Достойный магазин Wodolei
– Немка! – веселится Моня, намекая на бровастого вождя. – Что у тебя так густо растут брови, я даже боюсь при тебе шутить!
Наум не отзывается. Тогда Моня совершает заход с другой стороны:
– Немка, ты как хомяк! Что ты держишь за щеками? Свои особо ценные антикварные штучки...
Наум мрачно молчит.
– Немка, ты собой когда-нибудь бываешь доволен? У тебя есть дача? Скажи!
– Ну, – подозрительно отвечает Наум, шевеля мохнатыми бровями.
– У тебя есть деньги?
Наум засопел, и Моня быстренько перешел к следующему вопросу:
– У Раи есть две шубы?
– Ну...
– У меня три шубы, две каракулевые и одна норковая, – вмешалась Рая.
– Две, три, какая разница! Наум, ты не ходишь каждый день на работу?
– Ну...
– Так чем ты все время недоволен? – кульминационным тоном вскричал Моня и засмеялся со всхлипом, оглядывая родных и ожидая похвалы.
Ему доставляет детское удовольствие дразнить и дергать брата, придирчиво проверяя: здесь ли Наум, рядом с ним, не сердится ли он, любит ли он своего младшего брата Моню?
– Такая неприятность, я вымыла центральный камень из кольца. Самое мое любимое, «маркиза». Мыла сегодня посуду, раз – и целый карат ушел вместе с пеной! – пожаловалась Рая и растопырила руку. Два расположенных в ряд крупных бриллианта окружали пустую сердцевину.
– Так надо было вызвать водопроводчика. Ты вызвал, Нема? – всполошилась Маня.
– Нет уж. Я еще не сумасшедший, – покачал головой Наум. – Зачем мне лишние разговоры...

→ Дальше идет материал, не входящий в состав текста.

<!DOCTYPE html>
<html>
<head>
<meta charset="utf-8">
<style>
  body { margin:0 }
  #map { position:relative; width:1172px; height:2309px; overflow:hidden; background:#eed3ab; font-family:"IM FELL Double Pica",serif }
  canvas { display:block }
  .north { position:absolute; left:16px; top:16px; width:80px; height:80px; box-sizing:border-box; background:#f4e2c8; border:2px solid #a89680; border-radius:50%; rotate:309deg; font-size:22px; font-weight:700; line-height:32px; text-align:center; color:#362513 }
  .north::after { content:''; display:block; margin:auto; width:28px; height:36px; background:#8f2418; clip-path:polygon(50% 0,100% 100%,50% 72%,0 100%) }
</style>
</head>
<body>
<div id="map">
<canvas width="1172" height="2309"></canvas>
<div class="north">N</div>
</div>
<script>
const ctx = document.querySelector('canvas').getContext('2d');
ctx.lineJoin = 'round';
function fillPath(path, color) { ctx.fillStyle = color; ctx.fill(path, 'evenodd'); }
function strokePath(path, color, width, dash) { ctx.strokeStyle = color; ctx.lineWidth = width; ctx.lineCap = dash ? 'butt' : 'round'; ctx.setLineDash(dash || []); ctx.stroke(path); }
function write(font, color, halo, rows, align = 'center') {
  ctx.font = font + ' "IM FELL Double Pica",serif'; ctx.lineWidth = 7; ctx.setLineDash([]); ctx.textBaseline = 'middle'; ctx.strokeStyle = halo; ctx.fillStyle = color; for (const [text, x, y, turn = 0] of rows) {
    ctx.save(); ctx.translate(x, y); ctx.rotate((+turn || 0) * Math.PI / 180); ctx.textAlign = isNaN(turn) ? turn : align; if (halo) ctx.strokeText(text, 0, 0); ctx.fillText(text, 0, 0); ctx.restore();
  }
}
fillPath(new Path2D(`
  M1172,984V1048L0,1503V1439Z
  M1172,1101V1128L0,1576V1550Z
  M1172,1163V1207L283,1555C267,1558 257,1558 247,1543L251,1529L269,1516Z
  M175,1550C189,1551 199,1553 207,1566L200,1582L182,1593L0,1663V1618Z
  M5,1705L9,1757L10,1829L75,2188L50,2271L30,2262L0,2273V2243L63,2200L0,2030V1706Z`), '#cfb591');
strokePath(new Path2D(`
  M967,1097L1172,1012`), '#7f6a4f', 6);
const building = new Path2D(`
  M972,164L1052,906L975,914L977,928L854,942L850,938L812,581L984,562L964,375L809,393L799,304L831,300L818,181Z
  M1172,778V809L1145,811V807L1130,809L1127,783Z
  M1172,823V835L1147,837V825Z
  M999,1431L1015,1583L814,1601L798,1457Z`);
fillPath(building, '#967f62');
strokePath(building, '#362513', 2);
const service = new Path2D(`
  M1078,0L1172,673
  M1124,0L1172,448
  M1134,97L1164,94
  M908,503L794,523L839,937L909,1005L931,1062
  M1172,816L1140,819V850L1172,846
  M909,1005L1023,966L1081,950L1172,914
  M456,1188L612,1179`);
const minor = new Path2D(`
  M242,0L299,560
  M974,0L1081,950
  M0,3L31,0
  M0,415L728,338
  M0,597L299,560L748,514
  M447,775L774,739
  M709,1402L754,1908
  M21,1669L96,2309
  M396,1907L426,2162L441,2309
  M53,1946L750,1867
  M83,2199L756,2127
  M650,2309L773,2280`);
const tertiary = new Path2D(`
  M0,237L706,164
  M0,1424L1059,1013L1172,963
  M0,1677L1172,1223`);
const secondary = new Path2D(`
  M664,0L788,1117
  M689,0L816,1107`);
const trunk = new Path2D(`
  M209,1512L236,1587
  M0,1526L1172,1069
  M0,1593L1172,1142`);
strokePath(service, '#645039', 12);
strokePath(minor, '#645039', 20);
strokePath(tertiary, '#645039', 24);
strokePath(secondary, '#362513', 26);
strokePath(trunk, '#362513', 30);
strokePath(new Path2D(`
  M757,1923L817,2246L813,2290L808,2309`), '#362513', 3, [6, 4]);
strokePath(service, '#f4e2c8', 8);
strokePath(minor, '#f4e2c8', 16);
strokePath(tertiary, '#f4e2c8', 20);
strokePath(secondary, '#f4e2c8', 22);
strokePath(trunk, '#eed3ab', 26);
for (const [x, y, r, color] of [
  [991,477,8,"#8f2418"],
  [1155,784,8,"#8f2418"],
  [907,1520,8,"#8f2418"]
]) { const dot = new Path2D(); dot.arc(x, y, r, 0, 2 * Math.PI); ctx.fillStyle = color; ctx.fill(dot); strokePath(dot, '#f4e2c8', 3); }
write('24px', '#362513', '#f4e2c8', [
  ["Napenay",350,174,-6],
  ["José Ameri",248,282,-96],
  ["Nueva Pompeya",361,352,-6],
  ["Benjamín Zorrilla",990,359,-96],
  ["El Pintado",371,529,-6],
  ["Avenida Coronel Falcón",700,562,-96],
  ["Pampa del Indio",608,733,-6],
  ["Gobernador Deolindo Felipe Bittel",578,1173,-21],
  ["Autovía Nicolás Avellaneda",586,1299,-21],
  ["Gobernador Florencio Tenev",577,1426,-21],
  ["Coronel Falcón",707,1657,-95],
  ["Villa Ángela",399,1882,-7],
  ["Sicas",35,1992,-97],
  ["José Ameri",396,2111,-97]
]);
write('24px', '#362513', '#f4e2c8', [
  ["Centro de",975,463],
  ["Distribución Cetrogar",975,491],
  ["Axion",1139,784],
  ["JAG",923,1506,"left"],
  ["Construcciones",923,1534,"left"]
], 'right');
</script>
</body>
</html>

«Хочу умереть», – спокойно подумала Лиза и ушла в ванную. Ее хватились через полчаса. Стучали в дверь, требовали немедленно открыть, возмущенно кричали, что она себе позволяет, что она испортила праздник. Где-то за возбужденными голосами Лиза различала Монины причитания: «Открой, внученька!» Лиза сидела на краю ванны и, наслаждаясь своей тайной, разглядывала пятнышко на трусиках и тонкую струйку крови, стекающую по ноге. Струйкой крови вилась Лизина тропинка к взрослой жизни, а рядом бродила одна невзрослая мысль: «Ненавижу, ненавижу жирную Аньку!»

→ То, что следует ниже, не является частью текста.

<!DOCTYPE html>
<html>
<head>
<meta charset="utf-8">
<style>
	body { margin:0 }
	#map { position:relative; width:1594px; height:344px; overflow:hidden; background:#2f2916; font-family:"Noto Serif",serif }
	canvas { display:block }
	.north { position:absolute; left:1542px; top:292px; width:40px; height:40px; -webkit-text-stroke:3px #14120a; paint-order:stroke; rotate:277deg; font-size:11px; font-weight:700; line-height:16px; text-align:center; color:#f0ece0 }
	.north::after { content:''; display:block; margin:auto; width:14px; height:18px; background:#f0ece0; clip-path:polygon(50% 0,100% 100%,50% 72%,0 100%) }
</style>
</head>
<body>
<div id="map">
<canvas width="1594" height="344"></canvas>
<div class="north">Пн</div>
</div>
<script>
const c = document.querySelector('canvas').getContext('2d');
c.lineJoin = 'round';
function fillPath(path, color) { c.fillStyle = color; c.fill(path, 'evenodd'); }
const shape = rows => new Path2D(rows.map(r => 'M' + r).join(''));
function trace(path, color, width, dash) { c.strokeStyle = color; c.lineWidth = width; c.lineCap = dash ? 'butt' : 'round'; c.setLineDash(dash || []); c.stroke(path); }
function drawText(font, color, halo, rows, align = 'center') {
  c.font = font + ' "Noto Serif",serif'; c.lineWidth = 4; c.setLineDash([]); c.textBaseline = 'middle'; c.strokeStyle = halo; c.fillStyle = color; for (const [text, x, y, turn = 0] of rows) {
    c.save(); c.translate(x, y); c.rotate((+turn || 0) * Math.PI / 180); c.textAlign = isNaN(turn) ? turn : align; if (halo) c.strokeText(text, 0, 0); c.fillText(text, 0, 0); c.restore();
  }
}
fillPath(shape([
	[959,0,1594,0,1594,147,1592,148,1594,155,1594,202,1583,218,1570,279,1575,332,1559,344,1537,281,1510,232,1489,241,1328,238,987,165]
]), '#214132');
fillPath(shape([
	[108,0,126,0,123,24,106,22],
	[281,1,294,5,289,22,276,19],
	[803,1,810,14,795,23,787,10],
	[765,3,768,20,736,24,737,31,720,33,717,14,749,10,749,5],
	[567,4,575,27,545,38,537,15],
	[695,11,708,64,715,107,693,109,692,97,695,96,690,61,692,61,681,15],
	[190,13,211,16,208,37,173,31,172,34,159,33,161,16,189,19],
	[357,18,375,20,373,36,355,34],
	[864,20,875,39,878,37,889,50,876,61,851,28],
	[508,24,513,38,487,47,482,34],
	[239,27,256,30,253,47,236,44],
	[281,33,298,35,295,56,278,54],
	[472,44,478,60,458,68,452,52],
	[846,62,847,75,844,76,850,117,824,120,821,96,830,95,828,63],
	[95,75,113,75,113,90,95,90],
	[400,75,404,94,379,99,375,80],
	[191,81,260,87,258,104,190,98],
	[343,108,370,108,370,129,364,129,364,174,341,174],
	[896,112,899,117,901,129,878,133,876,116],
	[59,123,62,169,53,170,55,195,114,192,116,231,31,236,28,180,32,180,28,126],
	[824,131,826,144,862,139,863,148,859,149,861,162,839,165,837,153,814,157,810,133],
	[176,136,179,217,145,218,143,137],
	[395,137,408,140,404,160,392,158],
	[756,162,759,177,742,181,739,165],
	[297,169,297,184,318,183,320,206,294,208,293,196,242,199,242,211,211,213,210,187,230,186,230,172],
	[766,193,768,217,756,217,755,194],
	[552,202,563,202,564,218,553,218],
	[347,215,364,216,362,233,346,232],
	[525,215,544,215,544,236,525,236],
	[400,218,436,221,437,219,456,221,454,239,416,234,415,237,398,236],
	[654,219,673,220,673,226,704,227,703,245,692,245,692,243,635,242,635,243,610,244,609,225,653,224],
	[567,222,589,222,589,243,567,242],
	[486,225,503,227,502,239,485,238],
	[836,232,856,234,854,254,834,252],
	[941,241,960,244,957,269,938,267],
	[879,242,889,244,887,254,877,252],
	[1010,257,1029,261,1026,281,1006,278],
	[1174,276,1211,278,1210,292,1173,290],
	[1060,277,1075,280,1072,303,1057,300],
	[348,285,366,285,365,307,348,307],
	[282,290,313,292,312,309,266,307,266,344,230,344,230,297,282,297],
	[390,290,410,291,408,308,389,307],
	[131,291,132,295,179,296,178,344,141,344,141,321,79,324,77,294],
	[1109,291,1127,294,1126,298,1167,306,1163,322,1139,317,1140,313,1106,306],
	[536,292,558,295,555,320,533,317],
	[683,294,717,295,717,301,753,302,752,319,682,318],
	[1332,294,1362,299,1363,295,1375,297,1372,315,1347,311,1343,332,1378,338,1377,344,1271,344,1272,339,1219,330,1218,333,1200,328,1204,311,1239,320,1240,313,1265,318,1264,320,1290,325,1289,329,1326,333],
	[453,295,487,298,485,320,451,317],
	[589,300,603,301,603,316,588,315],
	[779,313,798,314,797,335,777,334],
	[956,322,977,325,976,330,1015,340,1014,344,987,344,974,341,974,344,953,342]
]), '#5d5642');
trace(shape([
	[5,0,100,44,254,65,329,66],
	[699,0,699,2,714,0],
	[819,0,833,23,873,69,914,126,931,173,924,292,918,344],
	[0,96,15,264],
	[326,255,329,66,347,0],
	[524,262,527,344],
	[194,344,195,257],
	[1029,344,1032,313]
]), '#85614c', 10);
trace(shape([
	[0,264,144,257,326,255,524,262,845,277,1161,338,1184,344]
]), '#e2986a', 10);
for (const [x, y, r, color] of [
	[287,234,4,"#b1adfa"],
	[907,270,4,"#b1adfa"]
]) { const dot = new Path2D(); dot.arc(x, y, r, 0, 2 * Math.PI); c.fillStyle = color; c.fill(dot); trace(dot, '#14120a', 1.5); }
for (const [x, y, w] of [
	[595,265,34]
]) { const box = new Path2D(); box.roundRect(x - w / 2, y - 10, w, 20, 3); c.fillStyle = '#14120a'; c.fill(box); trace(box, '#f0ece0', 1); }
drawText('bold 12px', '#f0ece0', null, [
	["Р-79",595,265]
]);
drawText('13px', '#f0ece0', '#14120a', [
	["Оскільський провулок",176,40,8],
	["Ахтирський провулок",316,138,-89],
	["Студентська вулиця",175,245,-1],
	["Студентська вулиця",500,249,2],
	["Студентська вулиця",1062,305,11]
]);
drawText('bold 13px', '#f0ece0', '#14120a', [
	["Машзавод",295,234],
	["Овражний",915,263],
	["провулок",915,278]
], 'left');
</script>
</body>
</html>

Перед уходом в прихожей Додик сунул Лизе деньги. Он постарался незаметно вложить свернутую бумажку в карман Лизиной куртки, но вышло немного заметно, даже очень заметно, и Веточка обиженно надула губы, бросила на Додика выразительный взгляд.
– Не сердись, Ветка! Мы же все одна семья! – сказал Додик и притянул Лизу к себе.
Веточка расплылась в ответной улыбке и продолжала нежно улыбаться, пока не наткнулась на Динин острый взгляд.
– Мы сами могли ей купить что требуется, не надо было... – проговорила Веточка без всякого вызова, скорее информативно.
– Могли, но не купили! Кто подарил Лизе кофту и... Ну ладно, не важно, – ответила Дина.
Костя смутился, взгляд и слова были предназначены не Веточке, а ему. «Вот видишь! Я даю твоей дочери, а значит, тебе!» – послала ему безмолвное сообщение Дина.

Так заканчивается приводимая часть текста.